The Eurynome Code: The Complete Series: A Space Opera Box Set
Page 142
Her fingertips scraped across its pre-fab surface. The world began to blend together, crackling. Her sister deflected Leisler’s attack to the left with a stagger, and the tank next to the Cradle exploded as his massive arm came down on it. Glass shattered. Water rushed out. She felt pressure against her ankles, and a seeping, wet cold pressed into her skin as her Shift power crackled through her. As Nomiki shoved him farther left, their forms like silhouettes on her vision, she felt the hum of pulse weapons vibrate the air. For a moment, time seemed to freeze. An image split her mind as the warp energy crackled through her skin—herself, younger, standing naked next to the tank, the two doctors talking around her. She felt herself connect with a jerk.
The world twisted. Sound slurred. As light and dark ran together, a dull roar rose in the back of her head like a giant hive of angry bees. Someone cried out, and a grip loosened on her arm.
Then, they were through.
Empty air closed around their sides. She stumbled into the hard side of the Cradle, her head clunking painfully against it. The copper taste of blood welled in her mouth. The others tripped into her like dancers exiting a mosh pit.
“Sol’s fucking child,” said a muffled Soo-jin from somewhere to her left. “Well, that went well.”
Karin shook her head as the drone of sound started to clear, blinking at the darkness around her, then hissed at a sudden pressure on her knee. Cookie’s voice rose into the air with a distinct whine.
“Fuck. Fuck. I got shot!”
What? Shit.
She activated her light, a soft tendril lifting from her arm before it condensed into an orb for her—just in time to catch the look of panic that flashed across his face as he tried and failed to catch himself from falling.
Baik, showing surprising strength for a man who had been stabbed in the neck recently and who was still full-on carrying Marc across his shoulders, hauled him up by the arm and steadied him, gripping his forearm in an awkward grasp as he gave Cookie a quick once-over.
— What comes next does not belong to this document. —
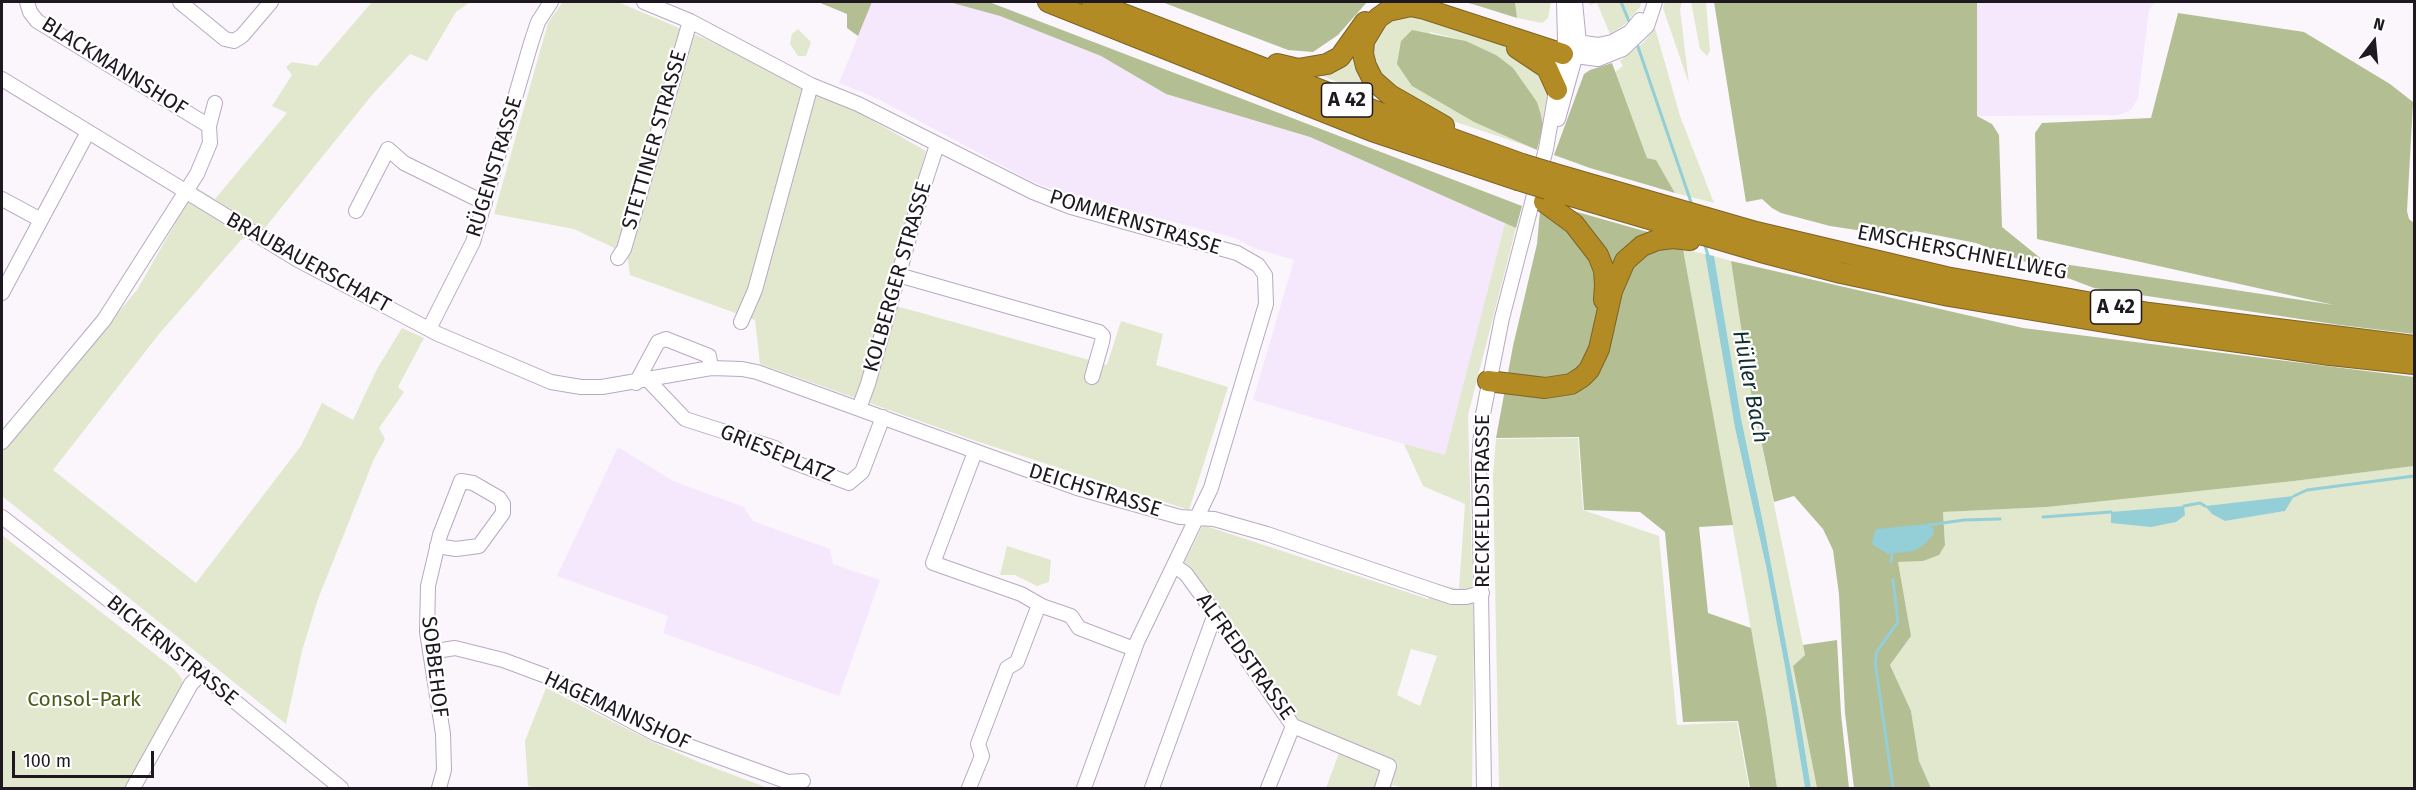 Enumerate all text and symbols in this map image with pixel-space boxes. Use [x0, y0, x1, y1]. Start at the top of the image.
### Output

“Stun agent,” he diagnosed. “Not full-impact.”
“I got hit, too.” Soo-jin brought up her other hand, its fingers limp. Two of them twitched weakly. Her face scrunched up. “Good to know they want us alive, I guess?” Her eyes trailed to a spot behind Karin. “And we got that, too.”
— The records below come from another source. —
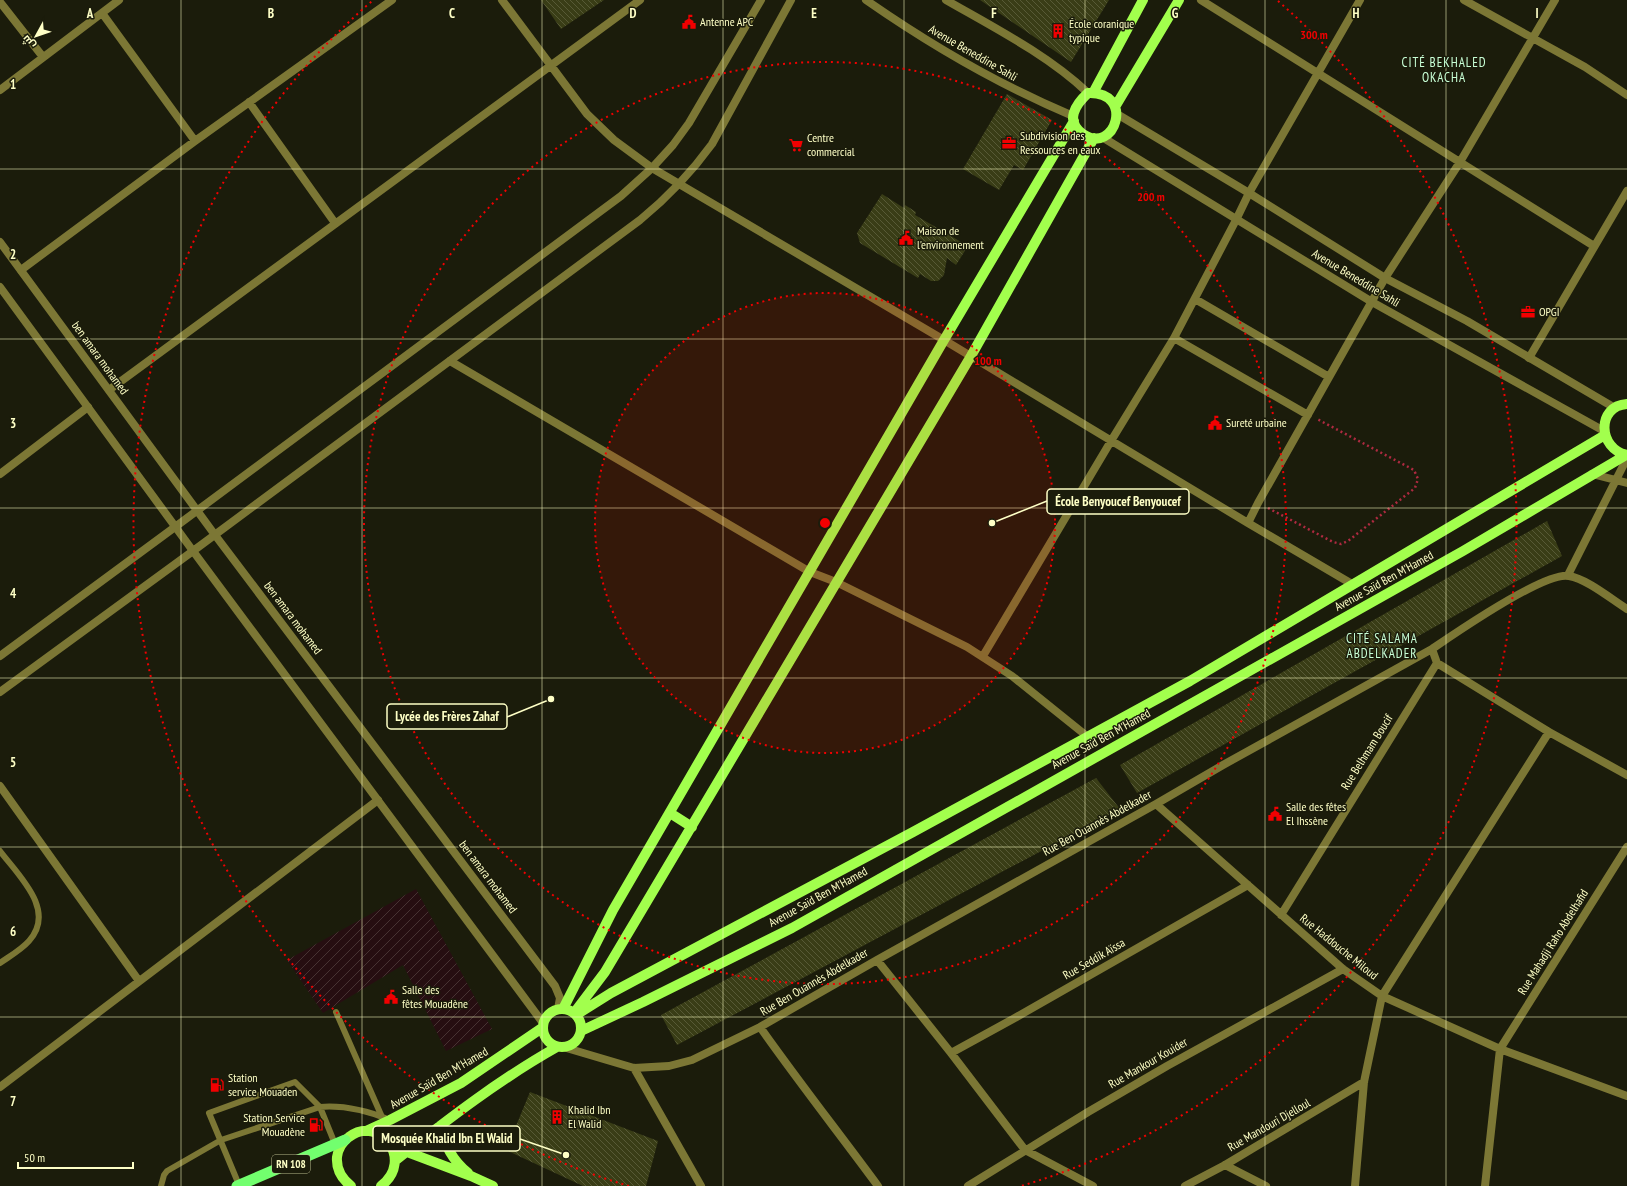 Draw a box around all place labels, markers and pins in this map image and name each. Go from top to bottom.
public building icon: Antenne APC [681,14,697,30]
place label: Antenne APC [700,14,754,29]
place label: École coranique typique [1069,16,1134,45]
building icon: École coranique typique [1050,23,1066,39]
place label: Subdivision des Ressources en eaux [1020,128,1100,157]
place label: Centre commercial [807,130,855,159]
office icon: Subdivision des Ressources en eaux [1001,135,1017,151]
supermarket icon: Centre commercial [788,137,804,153]
place label: Maison de l'environnement [917,223,984,252]
public building icon: Maison de l'environnement [898,230,914,246]
office icon: OPGI [1520,304,1536,320]
place label: OPGI [1539,304,1560,319]
public building icon: Sureté urbaine [1207,415,1223,431]
place label: Sureté urbaine [1226,415,1287,430]
callout: École Benyoucef Benyoucef [1047,489,1189,514]
centre of rings [818,516,832,530]
callout: Lycée des Frères Zahaf [387,704,507,729]
place label: Salle des fêtes El Ihssène [1286,799,1346,828]
public building icon: Salle des fêtes El Ihssène [1267,806,1283,822]
place label: Salle des fêtes Mouadène [402,982,468,1011]
public building icon: Salle des fêtes Mouadène [383,989,399,1005]
place label: Station service Mouaden [228,1070,297,1099]
fuel station icon: Station service Mouaden [209,1077,225,1093]
place label: Khalid Ibn El Walid [568,1102,610,1131]
building icon: Khalid Ibn El Walid [549,1109,565,1125]
place label: Station Service Mouadène [243,1110,305,1139]
fuel station icon: Station Service Mouadène [308,1117,324,1133]
callout: Mosquée Khalid Ibn El Walid [373,1126,520,1151] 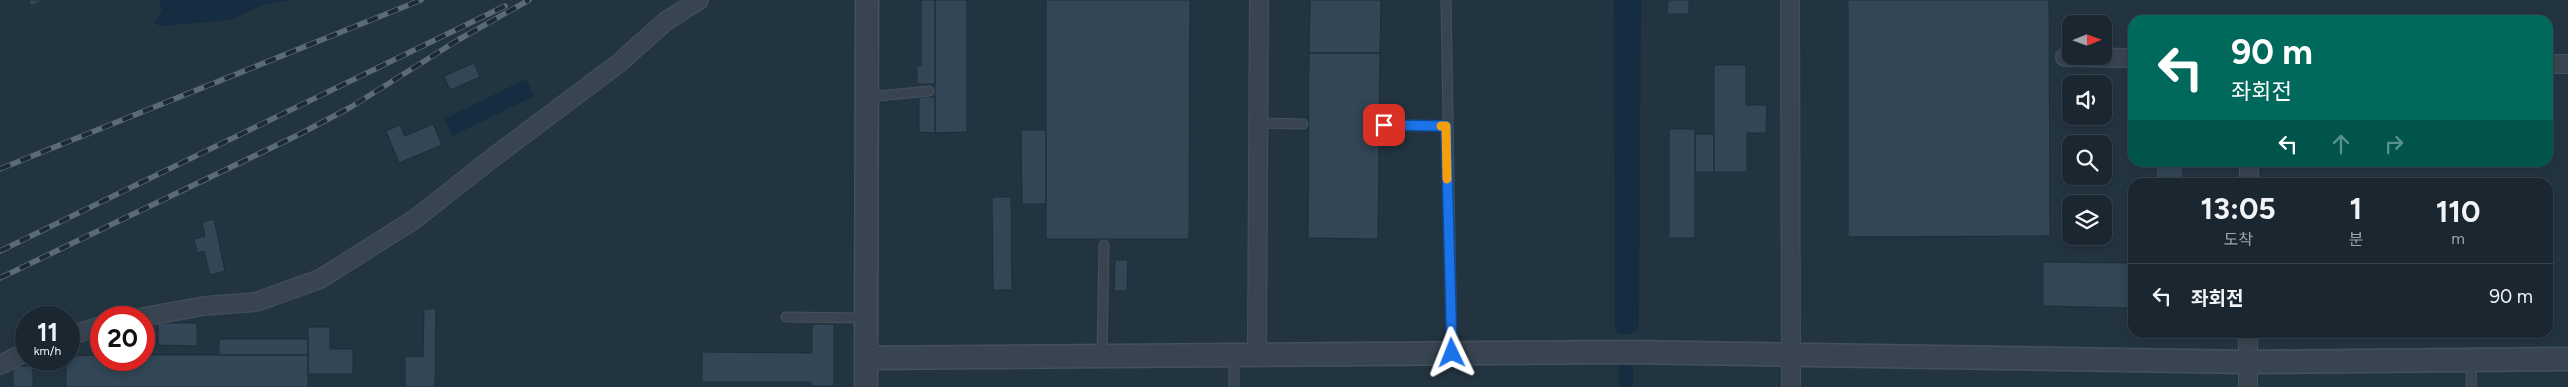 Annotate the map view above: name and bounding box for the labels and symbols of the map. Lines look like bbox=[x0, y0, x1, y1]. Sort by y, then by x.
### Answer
north arrow bbox=[2062, 15, 2112, 65]
pin bbox=[1363, 104, 1405, 146]
speed limit sign: 20 bbox=[90, 306, 155, 371]
position arrow bbox=[1425, 326, 1477, 378]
Karin followed her gaze back. The Cradle sat next to her, gray and bulbous, reflecting the slithering light in the air with a dull gleam across the mottled texture of its surface. Its Shadow variant clone sat on the floor where Jon had put it a couple meters away, the tank water touching the base of its gray side. They looked like giant, polygonal brains.
She drew a low breath and grounded herself. Then, she began to wiggle, trying to extract herself from between the people and the Cradle. “They want us alive. The doctors are still in danger. Come on, we have to rescue our science team.”
“Maybe we should give them a few minutes alone with Jon and Nomiki,” Cookie said, staggering into a limp as Baik let him go. “Thin the herd, so to speak.”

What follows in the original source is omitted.